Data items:
== Segment start ==
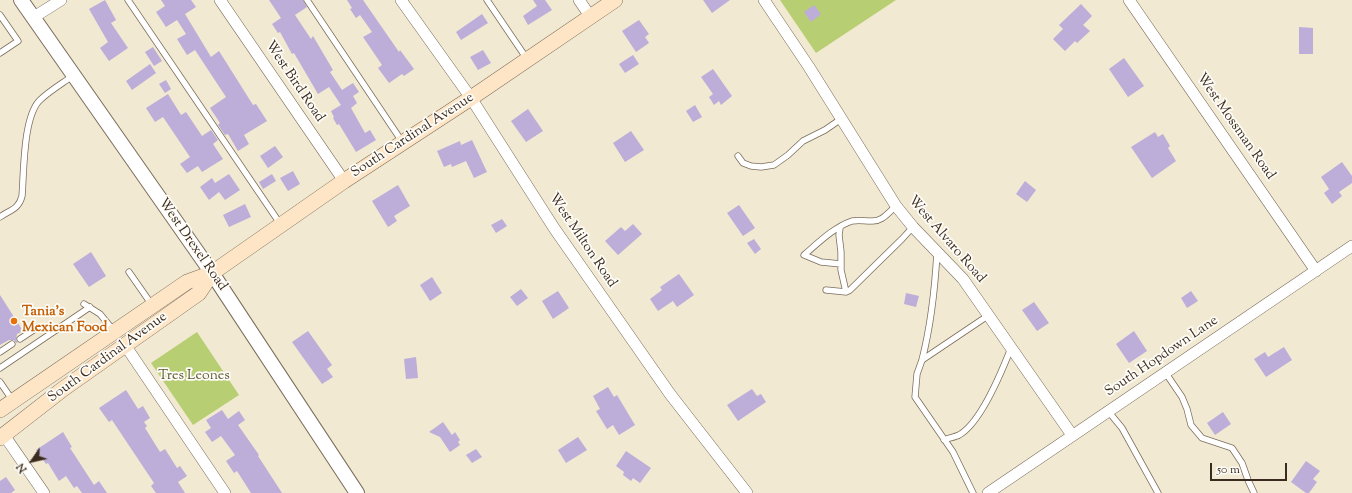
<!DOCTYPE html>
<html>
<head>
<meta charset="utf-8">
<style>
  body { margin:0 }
  #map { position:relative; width:1352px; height:493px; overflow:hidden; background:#f1e9d1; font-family:"Sorts Mill Goudy",serif }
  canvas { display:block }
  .north { position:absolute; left:12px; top:441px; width:40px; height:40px; -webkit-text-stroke:3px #fdfcf7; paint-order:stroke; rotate:236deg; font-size:11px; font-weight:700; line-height:16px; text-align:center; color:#3b2a1e }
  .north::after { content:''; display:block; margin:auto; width:14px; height:18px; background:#3b2a1e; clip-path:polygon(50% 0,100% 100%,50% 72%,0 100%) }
  .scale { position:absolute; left:1210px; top:463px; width:77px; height:18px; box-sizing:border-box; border:2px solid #3b2a1e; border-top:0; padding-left:5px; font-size:12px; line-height:14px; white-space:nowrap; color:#3b2a1e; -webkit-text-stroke:3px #fdfcf7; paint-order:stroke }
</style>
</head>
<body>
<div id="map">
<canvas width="1352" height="493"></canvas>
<div class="north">N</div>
<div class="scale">50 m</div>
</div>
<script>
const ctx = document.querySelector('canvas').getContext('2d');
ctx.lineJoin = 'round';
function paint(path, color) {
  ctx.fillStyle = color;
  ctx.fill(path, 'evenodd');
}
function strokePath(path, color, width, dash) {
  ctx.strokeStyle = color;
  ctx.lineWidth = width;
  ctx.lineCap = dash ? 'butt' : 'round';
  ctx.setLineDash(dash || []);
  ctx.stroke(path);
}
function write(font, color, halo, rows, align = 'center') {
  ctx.font = font + ' "Sorts Mill Goudy",serif';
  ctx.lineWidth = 3.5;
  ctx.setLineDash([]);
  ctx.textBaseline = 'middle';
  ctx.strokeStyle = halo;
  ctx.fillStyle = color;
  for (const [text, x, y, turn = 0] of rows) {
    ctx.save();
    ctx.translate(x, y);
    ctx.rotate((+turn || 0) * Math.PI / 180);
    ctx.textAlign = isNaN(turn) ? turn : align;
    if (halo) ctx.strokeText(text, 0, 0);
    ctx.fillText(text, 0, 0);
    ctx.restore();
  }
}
paint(new Path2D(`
  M780,0H896L816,53Z
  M197,332L239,395L193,425L151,363Z`), '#b8ce72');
paint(new Path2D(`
  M105,0L116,20L111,23L128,48L109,61L100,48L108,42L89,9Z
  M161,0H191L196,7L185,14L211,57L219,51L253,105L256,104L267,121L244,135L249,144L238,151L228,134L225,135L218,125L220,123L210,108L226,97L195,50L187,55L177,39L186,34L177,20L166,27L156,12L165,6Z
  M269,0H303L307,7L295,15L311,39L313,36L333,70L330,72L342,90L353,83L359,92L353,96L357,103L351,108L365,133L370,130L376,140L356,152L339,124L337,125L333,118L334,117L331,111L341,105L329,87L318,94L294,53L292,54L280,32L278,33L272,24L281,18Z
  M347,0H363L399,52L400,50L414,69L404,76L402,74L389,83L378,68L382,65L363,37L372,32L360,15L356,18L350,9L352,8Z
  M533,0H545L552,10L528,25L523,16L537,6Z
  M703,0H730L712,13Z
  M1081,4L1092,16L1083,25L1090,31L1077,43L1075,41L1065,51L1053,39L1063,29L1059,25Z
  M814,5L821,14L811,22L804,12Z
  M482,14L488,23L461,40L456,32Z
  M639,20L649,34L645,37L649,43L636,52L622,31Z
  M1299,27L1313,28V54H1299Z
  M153,47L162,61L154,66L145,52Z
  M483,50L491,63L478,70L470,57Z
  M633,55L639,64L625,73L619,64Z
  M1124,58L1144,86L1128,97L1109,69Z
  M150,64L156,73L132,90L126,81Z
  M713,69L732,96L721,105L719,101L714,105L709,97L713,94L701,77Z
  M166,80L171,89L165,93L159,84Z
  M168,94L181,115L186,112L202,136L211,130L218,140L213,144L223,159L202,172L198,166L187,173L180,164L190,157L163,117L155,122L146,108Z
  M695,105L702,117L693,122L686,111Z
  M528,109L543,131L526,142L511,121Z
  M631,131L644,150L625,162L613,143Z
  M1155,132L1158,137L1163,134L1170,146L1168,148L1176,161L1152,178L1131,147Z
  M472,140L487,172L474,178L466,161L452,167L451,164L444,167L437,151L460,141L461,145Z
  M275,146L283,157L268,168L260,156Z
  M1342,162L1352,176V183L1339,192L1342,196L1332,204L1324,193L1329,189L1321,177Z
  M293,171L300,184L288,191L280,178Z
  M229,174L240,190L225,200L219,192L209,200L200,187L212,178L215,183Z
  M272,174L276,181L263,189L259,182Z
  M1025,181L1036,190L1027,202L1016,194Z
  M398,185L410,206L394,216L397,221L388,227L372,201Z
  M245,204L251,217L229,227L223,215Z
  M739,205L755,228L743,236L727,213Z
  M502,219L507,226L496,233L491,225Z
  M633,224L642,234L618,255L605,241L621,227L625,231Z
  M754,239L761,249L755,254L747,243Z
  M91,252L106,276L89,287L73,264Z
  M679,274L694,295L677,307L673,301L658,311L650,299L662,290L660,287Z
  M432,277L442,293L430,301L420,285Z
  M521,289L528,298L517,306L510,297Z
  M558,291L569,308L553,319L542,301Z
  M1191,291L1198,301L1187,308L1181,298Z
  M906,293L919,296L916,307L904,304Z
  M0,295L23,331L17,334L16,340L18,342L16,343L14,340H9L0,345Z
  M1034,302L1049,323L1037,331L1022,310Z
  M308,331L332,365L327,369L333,377L322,384L292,342Z
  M1134,331L1147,351L1129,363L1116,344Z
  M1284,347L1292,360L1266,377L1254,359L1265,352L1268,357Z
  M416,357L418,378L406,379L404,359Z
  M608,387L614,397L617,395L635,425L619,435L613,425L607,429L596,411L600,409L593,396Z
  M752,389L757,396L761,394L766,402L738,421L727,405Z
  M126,390L138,409L143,406L150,418L144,422L147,426L145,428L160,452L165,449L177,468L180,466L187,476L178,482L185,493H156L151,486L154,483L112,420L109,422L99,408Z
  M222,410L228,419L239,411L245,420L238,425L259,455L258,456L282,493H251L237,471L234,473L226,461L235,455L221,436L212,442L205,432L211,428L206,420Z
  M1223,412L1231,424L1215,435L1207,423Z
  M443,422L452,435L455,432L460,440L458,442L460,445L450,452L440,437L429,432Z
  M63,432L72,447L70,448L94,485L99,481L107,493H82L77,486L74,488L66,476L59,481L48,463L46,464L36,450Z
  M578,437L587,450L566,463L558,450Z
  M476,449L482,457L472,463L466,455Z
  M626,451L651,468L640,483L633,478L631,481L623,475L624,472L616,466Z
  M1306,461L1320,471L1313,479L1317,482L1309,493H1306L1291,482Z
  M6,477L15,490L11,493H0V481Z`), '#bdadd9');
const service = new Path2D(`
  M128,0L281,225
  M307,0L403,143
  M487,0L527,59
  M0,15L18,41L0,53
  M738,156L743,163L751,166L761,167L774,165L788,155L803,141L825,130L841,119
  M0,217C10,210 19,209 22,196C24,172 23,119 39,101C49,91 63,83 74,75
  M840,228L839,235L841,252V270L846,292
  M841,264L821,262L804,255C818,243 834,227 852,221C859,220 864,221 871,221C882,222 888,213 896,206
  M129,272L152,305
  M826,290L846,292L850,290L902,239L913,227
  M84,304L100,314L114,331
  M20,339L38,327
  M0,352L12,344
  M922,360C931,325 935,288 937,252
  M0,368L90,307
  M1165,372L1182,397L1187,409L1191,425L1202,438L1232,448L1242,463L1248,480L1254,493
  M0,382L13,401
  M1108,411L1122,428L1158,493
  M944,440C949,438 955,437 959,435C981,423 1002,371 1011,348
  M973,493L953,452L915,397L917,374L922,360L989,315`);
const minor = new Path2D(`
  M220,0L344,181
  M401,0L471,98L554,228L670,394L747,493
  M579,0L590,16
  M764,0L809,67L896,206L913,227L963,279L1072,435
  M1129,0L1316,271
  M34,17L61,0
  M125,345L225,493
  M4,435L44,493
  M988,493L1352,246`);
const tertiary = new Path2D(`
  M21,0L212,273L357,493`);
const secondary = new Path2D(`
  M0,410L187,282L212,273L344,181L471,98L615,0
  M0,438L63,389L199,293L212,273`);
strokePath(service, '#7b6d5d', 7);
strokePath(minor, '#7b6d5d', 12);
strokePath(tertiary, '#7b6d5d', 16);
strokePath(secondary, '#7b6d5d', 16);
strokePath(service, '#fff', 5.5);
strokePath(minor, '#fff', 11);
strokePath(tertiary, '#fff', 14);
strokePath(secondary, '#fee5c5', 15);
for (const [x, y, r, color] of [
  [14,321,4,"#e8710a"]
]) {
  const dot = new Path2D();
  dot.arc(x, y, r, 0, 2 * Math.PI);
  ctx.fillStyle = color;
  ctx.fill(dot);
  strokePath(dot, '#fdfcf7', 1.5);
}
write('14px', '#3b2a1e', '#fdfcf7', [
  ["West Bird Road",294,82,56],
  ["West Mossman Road",1235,127,55],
  ["South Cardinal Avenue",413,136,-33],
  ["West Alvaro Road",946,240,49],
  ["West Milton Road",582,241,56],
  ["West Drexel Road",192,245,55],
  ["South Hopdown Lane",1162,357,-34],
  ["South Cardinal Avenue",108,358,-36]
]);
write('bold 14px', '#c56008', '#fdfcf7', [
  ["Tania's",22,313],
  ["Mexican Food",22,329]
], 'left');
write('14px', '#605b37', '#fdfcf7', [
  ["Tres Leones",194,377]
]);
</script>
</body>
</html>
== Segment end ==
• WORK ITEM:
Only the lines from the one containing "for (const [x, y, r, color]" through the final line of the data belong in the answer, repeated exactly.

• TASK OUTPUT:
for (const [x, y, r, color] of [
  [14,321,4,"#e8710a"]
]) {
  const dot = new Path2D();
  dot.arc(x, y, r, 0, 2 * Math.PI);
  ctx.fillStyle = color;
  ctx.fill(dot);
  strokePath(dot, '#fdfcf7', 1.5);
}
write('14px', '#3b2a1e', '#fdfcf7', [
  ["West Bird Road",294,82,56],
  ["West Mossman Road",1235,127,55],
  ["South Cardinal Avenue",413,136,-33],
  ["West Alvaro Road",946,240,49],
  ["West Milton Road",582,241,56],
  ["West Drexel Road",192,245,55],
  ["South Hopdown Lane",1162,357,-34],
  ["South Cardinal Avenue",108,358,-36]
]);
write('bold 14px', '#c56008', '#fdfcf7', [
  ["Tania's",22,313],
  ["Mexican Food",22,329]
], 'left');
write('14px', '#605b37', '#fdfcf7', [
  ["Tres Leones",194,377]
]);
</script>
</body>
</html>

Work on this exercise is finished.